Identifiers
- Symbol: mir-675
- Rfam: RF00897
- miRBase family: MIPF0000365

Other data
- RNA type: microRNA
- Domain: Eukaryota;
- PDB structures: PDBe

= Mir-675 microRNA precursor family =

In molecular biology mir-675 microRNA is a short RNA molecule. MicroRNAs function to regulate the expression levels of other genes by several mechanisms.

==Inhibition of cell proliferation==
miR-675 overexpression brings about reduced proliferation in a range of embryonic and extraembryonic stem cell lines. It has been found to be embedded in the first exon of the large intergenic non-coding RNA H19, which is responsible for limiting placental growth prior to birth. There is upregulation of the targets of miR-675 in placentas lacking H19; these include the insulin-like growth factor 1 receptor (IGF1R). Thus placentas lacking miR-675 continue to grow. It is possible that controlled miR-675 release from H19 may enable a rapid inhibition of cell proliferation in response to cellular stress or oncogenic signals.

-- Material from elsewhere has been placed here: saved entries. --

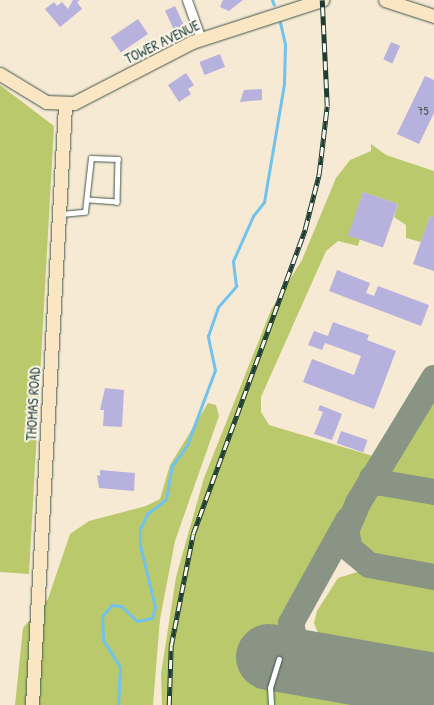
<!DOCTYPE html>
<html>
<head>
<meta charset="utf-8">
<style>
  body { margin:0 }
  #map { position:relative; width:434px; height:705px; overflow:hidden; background:#f6ead4; font-family:"Patrick Hand",sans-serif }
  div>[style] { position:absolute }
  [style*='--x'] { left:calc(var(--x)*1px); top:calc(var(--y)*1px); width:calc(var(--w)*1px); rotate:calc(var(--a)*1deg) }
  .green>* { inset:0; background:#bac96b }
  .stream>* { height:3px; margin:-1.5px; padding:0 1.5px; transform-origin:1.5px; border-radius:1.5px; background:#72c2ed }
  .taxiway>* { height:26px; margin:-13px; padding:0 13px; transform-origin:13px; border-radius:13px; background:#8a9484 }
  .runway>* { height:66px; margin:-33px; padding:0 33px; transform-origin:33px; border-radius:33px; background:#8a9484 }
  .building>* { inset:0; background:#b7b1de; transform-origin:0 0 }
  .roads { filter:drop-shadow(0 0 1px #3f574c) drop-shadow(0 0 1px #3f574c) }
  .lane>* { height:4.5px; margin:-2.25px; padding:0 2.25px; transform-origin:2.25px; border-radius:2.25px; background:#fff }
  .street>* { height:9px; margin:-4.5px; padding:0 4.5px; transform-origin:4.5px; border-radius:4.5px; background:#fff }
  .secondary>* { height:13px; margin:-6.5px; padding:0 6.5px; transform-origin:6.5px; border-radius:6.5px; background:#fbe6c4 }
  .rail>* { height:4.5px; margin-top:-2.25px; transform-origin:0; background:repeating-linear-gradient(90deg,#fbf7ec 0 9px,#1f3d34 0 18px); box-sizing:border-box; border-block:1px solid #1f3d34 }
  span { translate:-50% -50%; white-space:nowrap; text-align:center; line-height:1.15; -webkit-text-stroke:4px #fbf7ec; paint-order:stroke }
  .number-label { font-size:12px; color:#455a5e }
  .number-label span { -webkit-text-stroke-width:0 }
  .street-label { font-size:14px; color:#1f3d34 }
</style>
</head>
<body>
<div id="map">
  <div class="green">
    <div style="clip-path:polygon(0 85px,54px 126px,29px 574px,0 572px)"></div>
    <div style="clip-path:polygon(371px 144px,386px 155px,434px 171px,434px 217px,430px 216px,421px 242px,406px 238px,406px 225px,394px 217px,398px 204px,363px 192px,349px 235px,360px 239px,358px 246px,338px 241px,326px 251px,261px 397px,261px 412px,269px 425px,373px 456px,281px 614px,265px 678px,417px 705px,162px 705px,161px 674px,176px 577px,204px 478px,271px 310px,302px 260px,336px 178px,350px 160px,371px 151px)"></div>
    <div style="clip-path:polygon(434px 394px,434px 482px,389px 473px,390px 469px)"></div>
    <div style="clip-path:polygon(208px 403px,216px 405px,219px 416px,175px 541px,160px 619px,153px 705px,15px 705px,23px 628px,48px 599px,70px 534px,89px 521px,146px 506px,160px 499px,170px 465px)"></div>
    <div style="clip-path:polygon(377px 493px,434px 504px,434px 568px,378px 558px,364px 550px,358px 529px)"></div>
    <div style="clip-path:polygon(357px 572px,434px 586px,434px 664px,328px 645px,320px 638px,314px 623px,317px 611px,338px 578px)"></div>
  </div>
  <div class="stream">
    <div style="--x:272;--y:0;--w:5;--a:68"></div>
    <div style="--x:118;--y:705;--w:38;--a:-87"></div>
    <div style="--x:120;--y:667;--w:32;--a:-122"></div>
    <div style="--x:103;--y:640;--w:24;--a:-92"></div>
    <div style="--x:102;--y:616;--w:15;--a:-48"></div>
    <div style="--x:112;--y:605;--w:9;--a:6"></div>
    <div style="--x:121;--y:606;--w:22;--a:43"></div>
    <div style="--x:137;--y:621;--w:15;--a:-11"></div>
    <div style="--x:152;--y:618;--w:11;--a:-75"></div>
    <div style="--x:155;--y:607;--w:64;--a:-103.6"></div>
    <div style="--x:140;--y:545;--w:16;--a:-90"></div>
    <div style="--x:140;--y:529;--w:17;--a:-65"></div>
    <div style="--x:147;--y:514;--w:24;--a:-38"></div>
    <div style="--x:166;--y:499;--w:34;--a:-80"></div>
    <div style="--x:172;--y:466;--w:26;--a:-54"></div>
    <div style="--x:187;--y:445;--w:80;--a:-69.5"></div>
    <div style="--x:215;--y:370;--w:35;--a:-102"></div>
    <div style="--x:208;--y:336;--w:31;--a:-71"></div>
    <div style="--x:218;--y:307;--w:28;--a:-49"></div>
    <div style="--x:236;--y:286;--w:25;--a:-97"></div>
    <div style="--x:233;--y:261;--w:49;--a:-66"></div>
    <div style="--x:253;--y:216;--w:18;--a:-52"></div>
    <div style="--x:264;--y:202;--w:120;--a:-80.4"></div>
    <div style="--x:284;--y:84;--w:40;--a:-88.6"></div>
    <div style="--x:285;--y:44;--w:22;--a:-103"></div>
  </div>
  <div class="taxiway">
    <div style="--x:434;--y:378;--w:146;--a:121.3"></div>
    <div style="--x:358;--y:503;--w:30;--a:113"></div>
    <div style="--x:346;--y:531;--w:18;--a:77"></div>
    <div style="--x:350;--y:549;--w:25;--a:40"></div>
    <div style="--x:369;--y:565;--w:66;--a:10.5"></div>
    <div style="--x:372;--y:478;--w:11;--a:27"></div>
    <div style="--x:382;--y:483;--w:53;--a:9.8"></div>
    <div style="--x:318;--y:666;--w:27;--a:-144"></div>
    <div style="--x:296;--y:650;--w:27;--a:-100"></div>
    <div style="--x:291;--y:623;--w:118;--a:-61"></div>
  </div>
  <div class="runway">
    <div style="--x:269;--y:657;--w:168;--a:10"></div>
  </div>
  <div class="building">
    <div style="clip-path:polygon(73px 0,80px 0,77px 2px,82px 9px,60px 27px,45px 9px,54px 2px,57px 6px,62px 2px,68px 9px)"></div>
    <div style="clip-path:polygon(223px 0,243px 0,229px 11px,220px 7px)"></div>
    <div style="left:175px;top:6px;width:21px;height:11px;rotate:65deg"></div>
    <div style="left:138px;top:19px;width:18px;height:33px;rotate:56deg"></div>
    <div style="left:391px;top:42px;width:10px;height:19px;rotate:24deg"></div>
    <div style="left:220px;top:54px;width:14px;height:22px;rotate:69deg"></div>
    <div style="clip-path:polygon(186px 73px,194px 85px,188px 89px,191px 94px,179px 102px,168px 85px)"></div>
    <div style="clip-path:polygon(425px 76px,434px 80px,434px 113px,419px 144px,397px 134px)"></div>
    <div style="clip-path:polygon(262px 89px,262px 100px,240px 102px,244px 90px)"></div>
    <div style="left:363px;top:192px;width:37px;height:46px;rotate:19deg"></div>
    <div style="clip-path:polygon(430px 216px,434px 217px,434px 271px,413px 264px)"></div>
    <div style="clip-path:polygon(337px 270px,370px 283px,366px 293px,374px 296px,378px 286px,429px 305px,421px 326px,329px 291px)"></div>
    <div style="clip-path:polygon(333px 322px,369px 335px,367px 340px,396px 351px,374px 409px,303px 382px,312px 359px,354px 375px,361px 356px,325px 343px,322px 350px,308px 345px,314px 331px,328px 336px)"></div>
    <div style="clip-path:polygon(105px 388px,124px 390px,122px 427px,103px 426px,104px 410px,100px 410px)"></div>
    <div style="clip-path:polygon(320px 405px,342px 414px,332px 440px,314px 434px,323px 412px,318px 410px)"></div>
    <div style="left:341px;top:431px;width:28px;height:13px;rotate:19deg"></div>
    <div style="clip-path:polygon(100px 470px,135px 473px,134px 491px,99px 488px,97px 475px,100px 476px)"></div>
  </div>
  <div class="roads">
    <div class="lane">
      <div style="--x:61;--y:214;--w:24;--a:-5"></div>
      <div style="--x:85;--y:212;--w:54;--a:-83.7"></div>
      <div style="--x:91;--y:158;--w:27;--a:2"></div>
      <div style="--x:118;--y:159;--w:43;--a:91.3"></div>
      <div style="--x:117;--y:202;--w:30;--a:-176"></div>
      <div style="--x:271;--y:705;--w:17;--a:-93"></div>
      <div style="--x:270;--y:688;--w:30;--a:-73"></div>
    </div>
    <div class="street">
      <div style="--x:187;--y:0;--w:41;--a:70.3"></div>
    </div>
    <div class="secondary">
      <div style="--x:385;--y:0;--w:52;--a:18.1"></div>
      <div style="--x:0;--y:74;--w:54;--a:31.3"></div>
      <div style="--x:46;--y:102;--w:28;--a:2"></div>
      <div style="--x:74;--y:103;--w:133;--a:-27.3"></div>
      <div style="--x:192;--y:42;--w:137;--a:-17.9"></div>
      <div style="--x:32;--y:705;--w:601;--a:-86.85"></div>
    </div>
  </div>
  <div class="rail">
    <div style="--x:169;--y:705;--w:59;--a:-88.1"></div>
    <div style="--x:171;--y:646;--w:114;--a:-78.9"></div>
    <div style="--x:193;--y:534;--w:325;--a:-69.8"></div>
    <div style="--x:305;--y:229;--w:57;--a:-75.7"></div>
    <div style="--x:319;--y:174;--w:68;--a:-83.3"></div>
    <div style="--x:327;--y:106;--w:106;--a:-92.7"></div>
  </div>
  <div class="number-label">
    <span style="left:423px;top:111px">75</span>
  </div>
  <div class="street-label">
    <span style="left:162px;top:42px;rotate:-26deg">TOWER AVENUE</span>
    <span style="left:33px;top:404px;rotate:-87deg">THOMAS ROAD</span>
  </div>
</div>
</body>
</html>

==COL2A1 upregulation in Osteoarthritis==
miR-675 has been found to be upregulated in osteoarthritic cartilage, alongside H19. Indeed, there is co-regulation of these two RNAs. The COL2A1 gene associated with osteoarthritis through altered expression levels compared with in normal tissue is upregulated by miR-675 overexpression. It has been proposed that miR-675 may modulate collagen type II levels via an unknown target molecule, and there is potential for a diagnostic metabolic balance indicator in osteoarthritis through this microRNA.